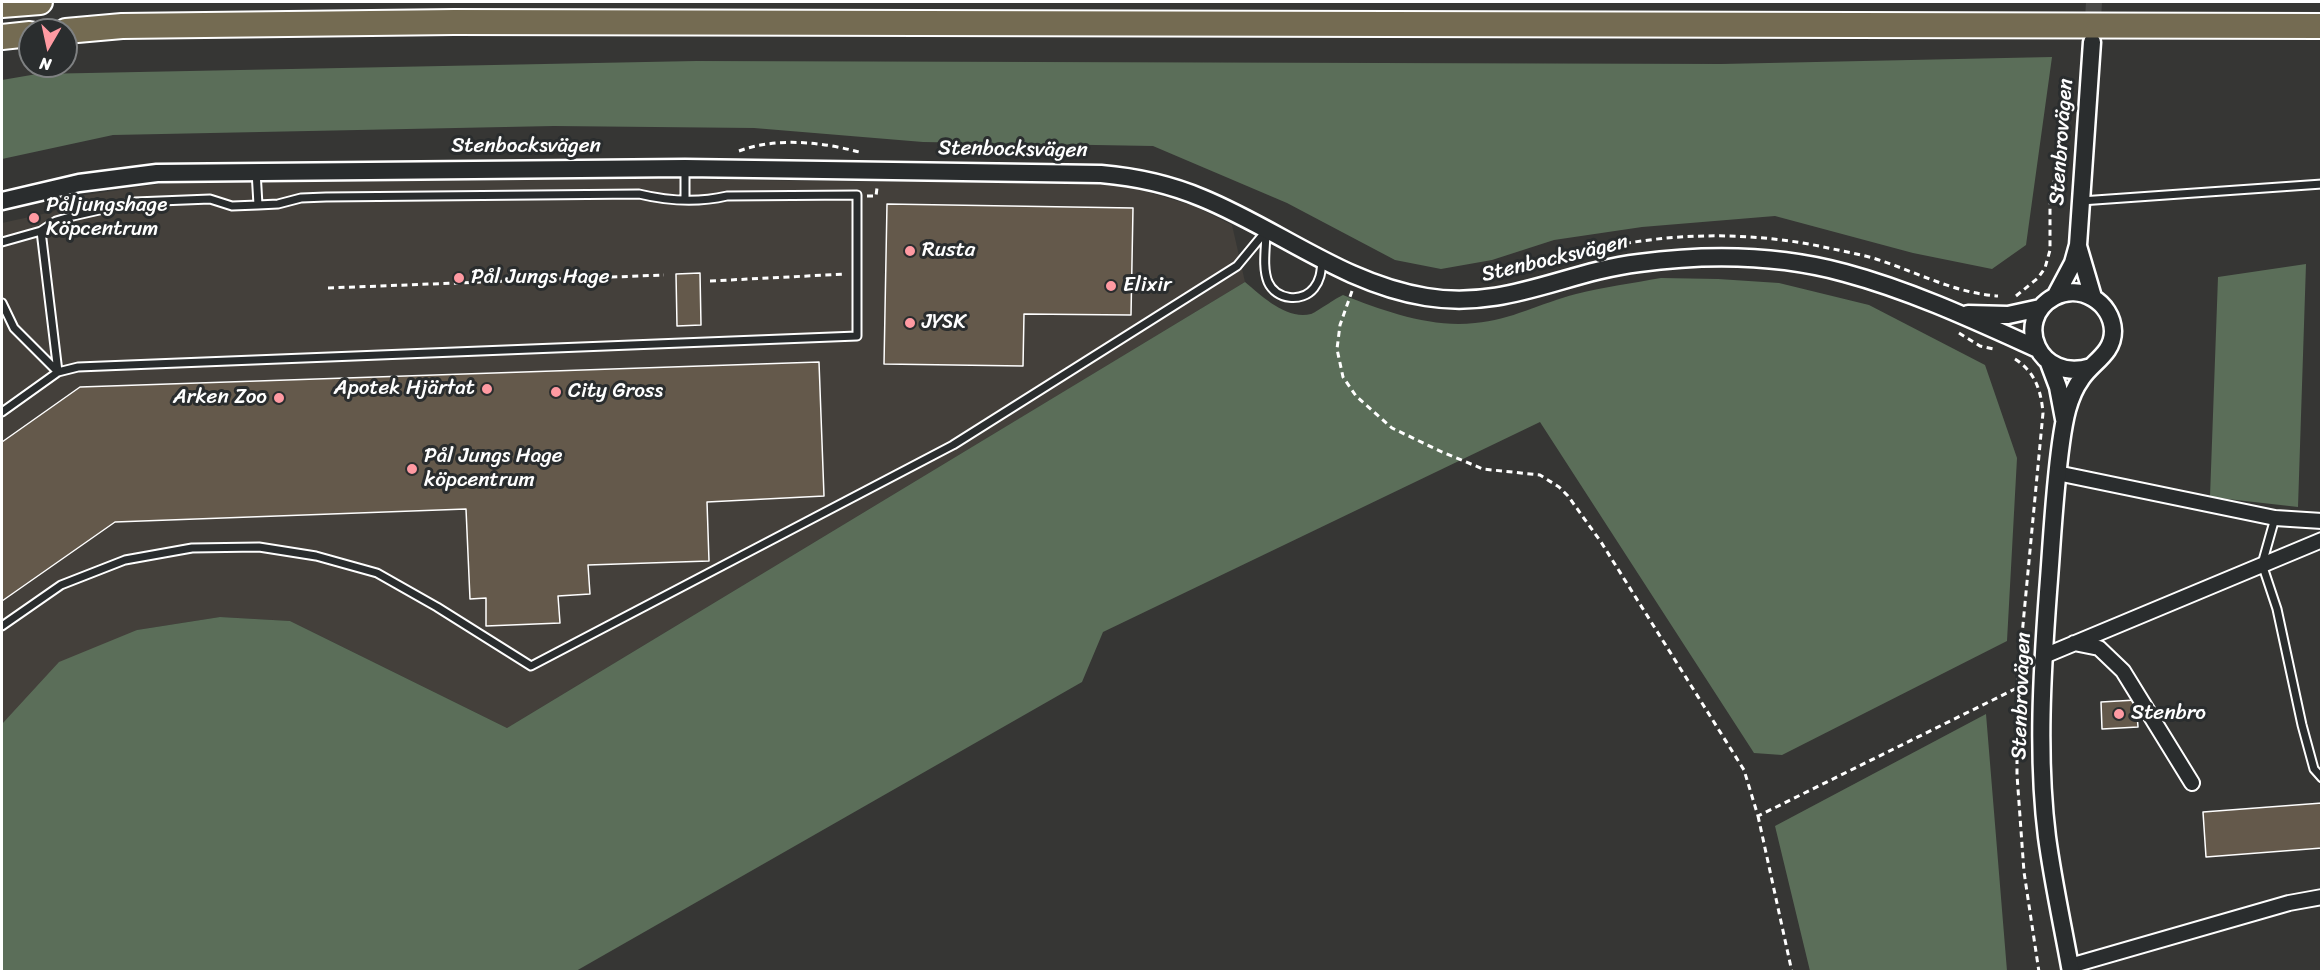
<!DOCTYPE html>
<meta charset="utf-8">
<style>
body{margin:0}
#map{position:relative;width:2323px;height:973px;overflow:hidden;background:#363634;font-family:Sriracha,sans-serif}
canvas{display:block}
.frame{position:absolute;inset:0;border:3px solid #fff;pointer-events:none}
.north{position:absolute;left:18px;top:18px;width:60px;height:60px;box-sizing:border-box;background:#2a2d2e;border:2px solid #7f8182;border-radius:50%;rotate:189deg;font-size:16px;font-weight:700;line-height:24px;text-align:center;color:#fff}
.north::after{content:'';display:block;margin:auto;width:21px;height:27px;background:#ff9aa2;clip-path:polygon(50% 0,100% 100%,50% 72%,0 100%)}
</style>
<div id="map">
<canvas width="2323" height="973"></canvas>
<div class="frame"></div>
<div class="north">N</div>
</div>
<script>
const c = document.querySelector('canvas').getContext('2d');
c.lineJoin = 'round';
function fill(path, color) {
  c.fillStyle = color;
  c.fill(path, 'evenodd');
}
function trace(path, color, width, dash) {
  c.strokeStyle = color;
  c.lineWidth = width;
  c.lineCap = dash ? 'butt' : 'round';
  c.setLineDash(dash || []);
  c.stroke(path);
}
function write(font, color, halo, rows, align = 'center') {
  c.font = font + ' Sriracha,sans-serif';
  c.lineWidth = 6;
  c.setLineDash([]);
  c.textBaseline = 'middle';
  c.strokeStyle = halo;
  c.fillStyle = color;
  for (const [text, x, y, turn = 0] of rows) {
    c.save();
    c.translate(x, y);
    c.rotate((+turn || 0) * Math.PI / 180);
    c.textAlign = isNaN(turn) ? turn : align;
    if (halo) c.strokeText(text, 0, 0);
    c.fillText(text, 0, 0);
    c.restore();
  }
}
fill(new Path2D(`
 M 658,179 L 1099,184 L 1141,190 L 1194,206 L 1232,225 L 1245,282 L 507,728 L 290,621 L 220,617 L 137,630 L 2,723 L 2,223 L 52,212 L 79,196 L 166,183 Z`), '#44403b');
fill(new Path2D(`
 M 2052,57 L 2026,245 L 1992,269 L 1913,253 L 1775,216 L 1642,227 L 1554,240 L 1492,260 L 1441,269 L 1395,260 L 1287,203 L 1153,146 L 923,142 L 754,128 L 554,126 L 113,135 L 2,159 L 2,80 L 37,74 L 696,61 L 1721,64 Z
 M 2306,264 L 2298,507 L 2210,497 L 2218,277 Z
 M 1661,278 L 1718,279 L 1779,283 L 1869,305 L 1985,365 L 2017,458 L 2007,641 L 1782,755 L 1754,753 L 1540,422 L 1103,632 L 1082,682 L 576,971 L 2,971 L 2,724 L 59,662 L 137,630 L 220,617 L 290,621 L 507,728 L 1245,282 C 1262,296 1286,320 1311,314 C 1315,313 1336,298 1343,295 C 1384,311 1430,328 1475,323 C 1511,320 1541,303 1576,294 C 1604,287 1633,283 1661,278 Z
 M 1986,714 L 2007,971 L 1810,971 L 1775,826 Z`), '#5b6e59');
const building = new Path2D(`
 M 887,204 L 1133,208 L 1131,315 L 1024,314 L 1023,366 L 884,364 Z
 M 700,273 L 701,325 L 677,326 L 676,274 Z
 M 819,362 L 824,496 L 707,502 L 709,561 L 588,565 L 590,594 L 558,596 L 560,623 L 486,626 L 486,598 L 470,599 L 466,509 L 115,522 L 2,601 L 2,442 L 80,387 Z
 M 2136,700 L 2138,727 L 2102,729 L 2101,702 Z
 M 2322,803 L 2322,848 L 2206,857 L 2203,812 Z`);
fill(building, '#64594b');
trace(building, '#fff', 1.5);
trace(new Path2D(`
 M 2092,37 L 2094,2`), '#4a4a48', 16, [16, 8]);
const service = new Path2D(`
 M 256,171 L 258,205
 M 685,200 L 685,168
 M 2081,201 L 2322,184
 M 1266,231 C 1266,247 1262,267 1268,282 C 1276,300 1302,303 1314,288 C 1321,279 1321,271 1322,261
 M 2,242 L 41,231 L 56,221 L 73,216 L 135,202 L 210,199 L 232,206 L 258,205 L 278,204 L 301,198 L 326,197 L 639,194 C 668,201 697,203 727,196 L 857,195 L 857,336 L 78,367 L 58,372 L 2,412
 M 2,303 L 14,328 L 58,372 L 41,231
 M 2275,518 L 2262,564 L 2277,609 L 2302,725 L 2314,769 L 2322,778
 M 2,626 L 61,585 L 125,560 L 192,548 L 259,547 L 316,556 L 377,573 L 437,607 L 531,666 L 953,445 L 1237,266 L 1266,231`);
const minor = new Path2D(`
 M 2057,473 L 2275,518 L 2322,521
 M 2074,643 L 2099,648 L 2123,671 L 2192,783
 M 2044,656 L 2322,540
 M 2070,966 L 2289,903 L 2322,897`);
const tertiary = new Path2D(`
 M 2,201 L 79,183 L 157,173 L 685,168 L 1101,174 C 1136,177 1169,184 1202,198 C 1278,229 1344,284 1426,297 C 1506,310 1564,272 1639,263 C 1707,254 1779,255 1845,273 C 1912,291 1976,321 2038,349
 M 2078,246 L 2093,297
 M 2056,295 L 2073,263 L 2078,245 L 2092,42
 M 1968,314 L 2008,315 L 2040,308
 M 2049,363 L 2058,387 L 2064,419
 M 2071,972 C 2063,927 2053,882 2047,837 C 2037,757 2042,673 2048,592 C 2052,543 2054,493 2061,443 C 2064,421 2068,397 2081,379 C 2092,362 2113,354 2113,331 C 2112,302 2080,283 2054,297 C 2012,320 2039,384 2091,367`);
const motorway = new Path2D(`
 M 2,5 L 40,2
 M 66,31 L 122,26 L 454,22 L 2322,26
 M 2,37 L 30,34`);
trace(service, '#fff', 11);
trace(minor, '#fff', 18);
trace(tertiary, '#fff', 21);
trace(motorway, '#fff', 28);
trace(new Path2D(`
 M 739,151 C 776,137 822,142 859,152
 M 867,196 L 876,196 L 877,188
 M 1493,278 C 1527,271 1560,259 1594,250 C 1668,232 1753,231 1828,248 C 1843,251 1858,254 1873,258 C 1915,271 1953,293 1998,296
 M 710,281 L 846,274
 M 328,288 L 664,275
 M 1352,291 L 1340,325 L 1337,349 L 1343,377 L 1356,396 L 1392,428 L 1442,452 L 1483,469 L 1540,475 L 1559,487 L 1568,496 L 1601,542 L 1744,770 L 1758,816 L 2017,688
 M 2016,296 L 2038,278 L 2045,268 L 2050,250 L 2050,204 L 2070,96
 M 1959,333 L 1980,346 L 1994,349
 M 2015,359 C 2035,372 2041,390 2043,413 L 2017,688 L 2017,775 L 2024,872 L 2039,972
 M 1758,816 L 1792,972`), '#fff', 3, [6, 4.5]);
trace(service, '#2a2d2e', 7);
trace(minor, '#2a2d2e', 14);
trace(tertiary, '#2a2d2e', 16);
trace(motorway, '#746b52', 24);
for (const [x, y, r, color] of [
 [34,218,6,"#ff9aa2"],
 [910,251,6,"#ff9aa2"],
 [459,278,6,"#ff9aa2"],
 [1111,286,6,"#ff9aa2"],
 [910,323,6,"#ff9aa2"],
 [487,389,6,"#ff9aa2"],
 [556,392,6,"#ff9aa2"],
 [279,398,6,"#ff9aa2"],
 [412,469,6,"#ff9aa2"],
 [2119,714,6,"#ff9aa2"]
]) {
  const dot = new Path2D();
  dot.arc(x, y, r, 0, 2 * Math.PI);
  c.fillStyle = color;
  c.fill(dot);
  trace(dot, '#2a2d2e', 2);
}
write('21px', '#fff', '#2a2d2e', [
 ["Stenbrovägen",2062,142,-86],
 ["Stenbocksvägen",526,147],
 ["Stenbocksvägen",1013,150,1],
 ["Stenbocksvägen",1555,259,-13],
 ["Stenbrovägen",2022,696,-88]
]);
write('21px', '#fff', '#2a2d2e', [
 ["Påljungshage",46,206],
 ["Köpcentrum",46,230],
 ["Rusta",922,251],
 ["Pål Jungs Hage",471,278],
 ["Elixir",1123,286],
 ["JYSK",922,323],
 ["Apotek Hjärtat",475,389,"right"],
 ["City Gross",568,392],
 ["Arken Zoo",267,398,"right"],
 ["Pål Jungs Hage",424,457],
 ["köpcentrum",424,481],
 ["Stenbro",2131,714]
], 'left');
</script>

= = = =

**THE PROBLEM:** Please return each line of the listing above that contains "Math".

**ANSWER BOX:**
    c.rotate((+turn || 0) * Math.PI / 180);
  dot.arc(x, y, r, 0, 2 * Math.PI);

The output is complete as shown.